Если же возвращаться к России, то нетрудно показать, что все происходящее в ней последние пятнадцать лет – это не модернизация, а демодернизация. Действия последних лет не переломили этой тенденции.
Впрочем, элита знала, что делает. «У нас модернизировалось не общество, а элита», - так сказал мне один известный идеолог ельцинской поры. «А за счет чего?» - спросил я его. «За счет всего», - было ответ.
Емкое и самоубийственное определение.
В стране запущен регресс. Для него есть еще одно определение – «сладкая катастрофа». Все разъедает кайфократия, комфортократия – как хотите. Многие проблемы жизни решены очень успешно с позиций этого самого комфорта. Причем не только для элиты. Я здесь не хочу заниматься дешевой демонизацией. Но все эти решения куплены за счет отсутствия решений 10-12 фундаментальных проблем социального воспроизводства, проблем формирования будущего.
Все сложно организованное съедается примитивом. Это и есть регресс. Когда его запустили, когда колесо истории начало вращаться вспять, - нет и не может быть слабых средств противодействия подобному. А хотелось бы именно таких средств. Но их нет. И эта невозможность лечить умирающего припарками (сколь бы ни хотелось это многим, к которым я отношу и самого себя) будет диктовать нам наше завтрашнее самоопределение.
Из болота регресса вытягивает только Проект. Но тогда не надо валять дурочку вокург проектных дефиниций. Не забалтывайте! Не заговаривайте зубы себе и другим!

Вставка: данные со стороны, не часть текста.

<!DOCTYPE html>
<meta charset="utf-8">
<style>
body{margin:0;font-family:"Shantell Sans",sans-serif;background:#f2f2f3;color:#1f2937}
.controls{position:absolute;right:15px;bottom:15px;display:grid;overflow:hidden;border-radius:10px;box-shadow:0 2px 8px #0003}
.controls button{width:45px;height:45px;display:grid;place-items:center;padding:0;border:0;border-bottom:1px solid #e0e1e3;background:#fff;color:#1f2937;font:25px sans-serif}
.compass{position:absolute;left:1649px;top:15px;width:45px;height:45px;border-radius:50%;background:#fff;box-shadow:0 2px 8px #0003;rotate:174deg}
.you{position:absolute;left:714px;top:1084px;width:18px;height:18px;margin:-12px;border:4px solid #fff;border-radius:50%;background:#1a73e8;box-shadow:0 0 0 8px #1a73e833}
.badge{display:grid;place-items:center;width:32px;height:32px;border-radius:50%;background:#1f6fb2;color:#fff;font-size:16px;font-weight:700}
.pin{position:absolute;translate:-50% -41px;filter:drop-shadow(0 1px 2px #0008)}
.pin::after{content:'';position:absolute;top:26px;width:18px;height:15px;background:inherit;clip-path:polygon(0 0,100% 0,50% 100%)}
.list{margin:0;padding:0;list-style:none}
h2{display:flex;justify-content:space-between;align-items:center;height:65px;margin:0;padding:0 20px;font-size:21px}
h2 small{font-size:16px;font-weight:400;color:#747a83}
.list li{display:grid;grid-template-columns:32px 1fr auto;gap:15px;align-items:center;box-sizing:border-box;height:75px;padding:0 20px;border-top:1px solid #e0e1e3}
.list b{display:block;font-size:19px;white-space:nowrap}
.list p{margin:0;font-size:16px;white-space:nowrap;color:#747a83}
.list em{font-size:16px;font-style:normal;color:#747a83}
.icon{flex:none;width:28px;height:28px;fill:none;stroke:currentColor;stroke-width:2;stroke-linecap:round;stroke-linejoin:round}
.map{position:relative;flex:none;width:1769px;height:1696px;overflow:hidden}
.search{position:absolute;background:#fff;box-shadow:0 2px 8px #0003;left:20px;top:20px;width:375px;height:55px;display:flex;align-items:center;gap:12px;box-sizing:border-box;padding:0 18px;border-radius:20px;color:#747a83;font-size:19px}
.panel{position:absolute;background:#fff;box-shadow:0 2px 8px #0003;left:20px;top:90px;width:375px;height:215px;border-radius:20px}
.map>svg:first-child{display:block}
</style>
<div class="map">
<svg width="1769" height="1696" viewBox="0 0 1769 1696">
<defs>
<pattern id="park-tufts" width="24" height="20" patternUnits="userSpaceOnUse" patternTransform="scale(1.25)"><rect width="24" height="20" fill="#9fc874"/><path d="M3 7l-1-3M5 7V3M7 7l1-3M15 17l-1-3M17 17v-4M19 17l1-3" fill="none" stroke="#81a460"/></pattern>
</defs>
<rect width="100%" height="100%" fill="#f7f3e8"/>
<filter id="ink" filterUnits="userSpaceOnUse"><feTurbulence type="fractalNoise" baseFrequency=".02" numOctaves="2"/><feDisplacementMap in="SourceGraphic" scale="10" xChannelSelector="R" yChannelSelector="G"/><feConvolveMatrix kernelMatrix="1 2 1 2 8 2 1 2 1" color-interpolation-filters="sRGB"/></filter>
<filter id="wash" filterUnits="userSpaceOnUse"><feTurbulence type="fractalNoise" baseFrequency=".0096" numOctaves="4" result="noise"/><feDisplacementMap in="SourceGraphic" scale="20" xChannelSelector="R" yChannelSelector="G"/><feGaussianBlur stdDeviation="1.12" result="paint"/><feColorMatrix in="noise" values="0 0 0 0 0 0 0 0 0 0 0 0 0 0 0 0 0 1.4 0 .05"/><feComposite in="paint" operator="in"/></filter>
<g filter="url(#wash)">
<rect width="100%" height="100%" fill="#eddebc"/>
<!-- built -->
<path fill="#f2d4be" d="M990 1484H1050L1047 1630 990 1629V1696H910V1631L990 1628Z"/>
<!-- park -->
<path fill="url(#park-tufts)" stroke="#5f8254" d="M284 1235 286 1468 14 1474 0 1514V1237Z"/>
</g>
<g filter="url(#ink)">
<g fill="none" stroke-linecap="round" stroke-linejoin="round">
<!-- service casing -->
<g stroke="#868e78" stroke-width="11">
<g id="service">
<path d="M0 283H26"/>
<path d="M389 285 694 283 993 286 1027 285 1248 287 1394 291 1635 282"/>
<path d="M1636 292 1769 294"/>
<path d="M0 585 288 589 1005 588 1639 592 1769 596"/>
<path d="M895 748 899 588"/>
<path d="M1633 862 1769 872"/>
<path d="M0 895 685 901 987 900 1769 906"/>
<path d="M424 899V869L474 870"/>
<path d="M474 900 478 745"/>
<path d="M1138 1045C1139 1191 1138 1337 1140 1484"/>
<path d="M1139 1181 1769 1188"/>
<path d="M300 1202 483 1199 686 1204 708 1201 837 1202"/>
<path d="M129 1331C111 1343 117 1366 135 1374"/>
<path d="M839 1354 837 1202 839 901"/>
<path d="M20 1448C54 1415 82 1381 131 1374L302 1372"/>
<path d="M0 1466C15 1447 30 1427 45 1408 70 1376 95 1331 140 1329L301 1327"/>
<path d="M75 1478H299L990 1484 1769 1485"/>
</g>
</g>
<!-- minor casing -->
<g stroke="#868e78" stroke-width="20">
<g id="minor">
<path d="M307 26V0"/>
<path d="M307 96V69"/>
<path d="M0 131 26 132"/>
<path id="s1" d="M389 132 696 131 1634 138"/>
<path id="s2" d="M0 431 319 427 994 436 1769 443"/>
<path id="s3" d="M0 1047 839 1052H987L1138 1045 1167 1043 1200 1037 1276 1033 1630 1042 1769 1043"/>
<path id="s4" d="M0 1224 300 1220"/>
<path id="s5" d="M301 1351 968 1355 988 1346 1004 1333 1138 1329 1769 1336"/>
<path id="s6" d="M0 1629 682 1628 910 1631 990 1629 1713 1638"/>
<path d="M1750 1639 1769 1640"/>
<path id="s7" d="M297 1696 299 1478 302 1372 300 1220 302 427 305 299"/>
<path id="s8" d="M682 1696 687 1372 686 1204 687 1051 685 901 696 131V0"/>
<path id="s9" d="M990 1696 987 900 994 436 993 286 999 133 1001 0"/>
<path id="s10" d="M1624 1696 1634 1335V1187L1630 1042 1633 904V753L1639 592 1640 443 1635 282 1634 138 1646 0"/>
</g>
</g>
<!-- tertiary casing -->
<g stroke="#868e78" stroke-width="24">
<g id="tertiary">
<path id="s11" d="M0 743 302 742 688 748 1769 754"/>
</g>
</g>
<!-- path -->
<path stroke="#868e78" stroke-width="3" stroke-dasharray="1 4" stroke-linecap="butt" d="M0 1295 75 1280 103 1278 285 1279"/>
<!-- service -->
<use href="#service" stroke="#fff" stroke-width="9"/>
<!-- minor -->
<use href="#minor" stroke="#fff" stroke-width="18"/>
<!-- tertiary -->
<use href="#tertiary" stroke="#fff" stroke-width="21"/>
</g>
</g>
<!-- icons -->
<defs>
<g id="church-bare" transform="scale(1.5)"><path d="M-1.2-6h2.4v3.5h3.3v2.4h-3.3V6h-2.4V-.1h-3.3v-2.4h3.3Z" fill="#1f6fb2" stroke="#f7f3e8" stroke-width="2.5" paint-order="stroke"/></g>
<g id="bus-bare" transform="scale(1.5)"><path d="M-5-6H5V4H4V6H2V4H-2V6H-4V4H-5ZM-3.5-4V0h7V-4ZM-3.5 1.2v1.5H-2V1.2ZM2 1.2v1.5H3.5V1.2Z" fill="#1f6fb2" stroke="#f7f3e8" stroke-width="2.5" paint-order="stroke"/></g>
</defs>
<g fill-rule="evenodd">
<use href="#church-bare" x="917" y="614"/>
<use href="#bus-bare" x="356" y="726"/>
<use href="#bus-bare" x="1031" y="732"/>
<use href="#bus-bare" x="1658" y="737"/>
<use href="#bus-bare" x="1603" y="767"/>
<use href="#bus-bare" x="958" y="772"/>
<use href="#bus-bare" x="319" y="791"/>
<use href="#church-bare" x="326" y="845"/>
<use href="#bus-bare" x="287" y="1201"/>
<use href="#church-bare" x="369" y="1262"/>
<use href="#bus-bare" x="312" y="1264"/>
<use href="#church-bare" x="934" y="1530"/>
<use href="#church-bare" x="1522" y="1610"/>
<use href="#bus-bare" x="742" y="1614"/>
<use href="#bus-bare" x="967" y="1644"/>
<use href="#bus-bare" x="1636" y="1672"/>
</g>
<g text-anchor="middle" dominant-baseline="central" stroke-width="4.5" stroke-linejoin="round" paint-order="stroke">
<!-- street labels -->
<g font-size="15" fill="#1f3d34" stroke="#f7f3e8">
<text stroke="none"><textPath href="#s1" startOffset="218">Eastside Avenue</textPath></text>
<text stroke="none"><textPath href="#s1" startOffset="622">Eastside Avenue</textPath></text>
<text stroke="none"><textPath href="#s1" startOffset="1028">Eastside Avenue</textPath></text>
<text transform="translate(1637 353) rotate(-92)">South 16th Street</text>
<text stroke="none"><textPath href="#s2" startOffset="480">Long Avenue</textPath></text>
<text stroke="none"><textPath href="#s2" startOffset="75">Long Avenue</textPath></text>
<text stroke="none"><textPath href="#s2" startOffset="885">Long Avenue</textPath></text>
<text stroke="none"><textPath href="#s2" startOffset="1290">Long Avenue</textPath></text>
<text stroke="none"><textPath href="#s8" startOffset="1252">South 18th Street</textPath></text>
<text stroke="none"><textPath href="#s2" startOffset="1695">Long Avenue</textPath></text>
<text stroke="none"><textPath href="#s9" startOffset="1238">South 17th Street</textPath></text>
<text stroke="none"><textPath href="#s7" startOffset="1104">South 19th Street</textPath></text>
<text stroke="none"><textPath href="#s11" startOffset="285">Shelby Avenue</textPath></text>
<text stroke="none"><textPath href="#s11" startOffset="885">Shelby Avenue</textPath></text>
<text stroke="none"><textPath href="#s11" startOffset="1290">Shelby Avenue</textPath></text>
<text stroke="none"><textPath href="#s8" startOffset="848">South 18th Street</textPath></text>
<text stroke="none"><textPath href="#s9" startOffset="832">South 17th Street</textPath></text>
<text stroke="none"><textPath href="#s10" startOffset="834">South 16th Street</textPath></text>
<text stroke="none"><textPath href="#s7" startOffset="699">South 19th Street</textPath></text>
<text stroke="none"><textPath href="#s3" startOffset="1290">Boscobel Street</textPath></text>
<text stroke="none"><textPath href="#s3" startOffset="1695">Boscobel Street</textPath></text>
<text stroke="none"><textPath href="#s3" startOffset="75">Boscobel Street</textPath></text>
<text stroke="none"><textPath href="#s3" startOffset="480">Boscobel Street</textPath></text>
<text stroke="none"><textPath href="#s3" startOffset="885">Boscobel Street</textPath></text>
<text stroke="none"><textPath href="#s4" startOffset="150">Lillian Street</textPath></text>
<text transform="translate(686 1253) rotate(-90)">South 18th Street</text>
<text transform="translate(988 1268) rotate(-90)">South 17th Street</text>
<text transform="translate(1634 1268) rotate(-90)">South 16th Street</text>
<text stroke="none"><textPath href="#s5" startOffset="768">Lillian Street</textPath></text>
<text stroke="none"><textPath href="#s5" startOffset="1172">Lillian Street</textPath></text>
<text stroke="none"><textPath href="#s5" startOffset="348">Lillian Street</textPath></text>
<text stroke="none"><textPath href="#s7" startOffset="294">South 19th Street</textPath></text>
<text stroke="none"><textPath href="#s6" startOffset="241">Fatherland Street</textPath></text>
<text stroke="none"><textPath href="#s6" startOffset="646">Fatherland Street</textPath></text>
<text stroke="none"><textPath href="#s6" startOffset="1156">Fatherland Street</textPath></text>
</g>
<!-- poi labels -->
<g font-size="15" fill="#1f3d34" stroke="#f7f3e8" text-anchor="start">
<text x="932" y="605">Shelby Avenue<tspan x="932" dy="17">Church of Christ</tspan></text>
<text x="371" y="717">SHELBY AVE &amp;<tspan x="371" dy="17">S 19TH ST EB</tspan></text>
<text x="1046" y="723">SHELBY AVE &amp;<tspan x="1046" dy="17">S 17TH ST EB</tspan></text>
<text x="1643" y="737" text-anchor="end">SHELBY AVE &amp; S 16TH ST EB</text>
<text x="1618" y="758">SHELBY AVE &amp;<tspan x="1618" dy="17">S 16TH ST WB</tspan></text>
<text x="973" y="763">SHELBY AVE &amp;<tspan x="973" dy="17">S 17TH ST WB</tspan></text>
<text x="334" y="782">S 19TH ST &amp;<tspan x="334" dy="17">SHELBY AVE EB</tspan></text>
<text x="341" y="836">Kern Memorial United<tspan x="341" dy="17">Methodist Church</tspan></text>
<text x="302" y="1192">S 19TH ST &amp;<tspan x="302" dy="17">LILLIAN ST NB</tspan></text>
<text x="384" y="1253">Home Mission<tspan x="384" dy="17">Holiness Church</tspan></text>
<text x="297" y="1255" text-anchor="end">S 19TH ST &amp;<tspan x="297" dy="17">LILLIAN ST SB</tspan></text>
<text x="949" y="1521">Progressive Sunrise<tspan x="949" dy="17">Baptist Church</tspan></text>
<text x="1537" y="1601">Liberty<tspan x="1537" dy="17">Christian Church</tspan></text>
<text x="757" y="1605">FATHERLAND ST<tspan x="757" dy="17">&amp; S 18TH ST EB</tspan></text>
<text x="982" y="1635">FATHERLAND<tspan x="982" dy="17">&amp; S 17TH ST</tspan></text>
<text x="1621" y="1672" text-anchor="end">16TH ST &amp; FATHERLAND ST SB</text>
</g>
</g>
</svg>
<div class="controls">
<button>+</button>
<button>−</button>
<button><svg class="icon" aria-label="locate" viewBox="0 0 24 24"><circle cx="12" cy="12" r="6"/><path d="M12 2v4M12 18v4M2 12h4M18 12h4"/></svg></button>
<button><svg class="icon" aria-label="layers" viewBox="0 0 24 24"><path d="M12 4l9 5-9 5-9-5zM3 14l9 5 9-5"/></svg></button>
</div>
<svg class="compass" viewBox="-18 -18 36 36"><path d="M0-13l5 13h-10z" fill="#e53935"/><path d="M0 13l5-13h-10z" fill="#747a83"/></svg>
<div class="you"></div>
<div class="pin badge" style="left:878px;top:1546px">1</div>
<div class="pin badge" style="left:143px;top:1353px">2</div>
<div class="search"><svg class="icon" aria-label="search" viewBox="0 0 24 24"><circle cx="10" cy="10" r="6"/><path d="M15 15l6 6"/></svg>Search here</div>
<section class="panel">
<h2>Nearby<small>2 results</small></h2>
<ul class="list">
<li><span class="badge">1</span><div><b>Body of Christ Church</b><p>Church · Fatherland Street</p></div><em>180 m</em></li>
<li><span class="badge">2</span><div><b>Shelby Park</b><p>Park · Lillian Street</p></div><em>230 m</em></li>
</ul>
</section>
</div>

Сопрягайте Проект с тем, без чего разговор о нем бессмыслен. И думайте о том, как возродить в обществе какую-то проектную почву. В противном случае схватитесь за проекты – а это тоже не поможет. Регресс уничтожил слишком многое. И не только высокие технологии. Он уничтожил слишком много в культуре. Он уничтожил сам дух восхождения. Он глубоко дегуманизировал общество, одновременно погрузив его в сопли суррогатной гуманизации.
Вырваться их этого очень трудно. И главная предпосылка – честность и серьезность. Не профанировать и не лгать. Тогда, может быть, у России и будет завтра.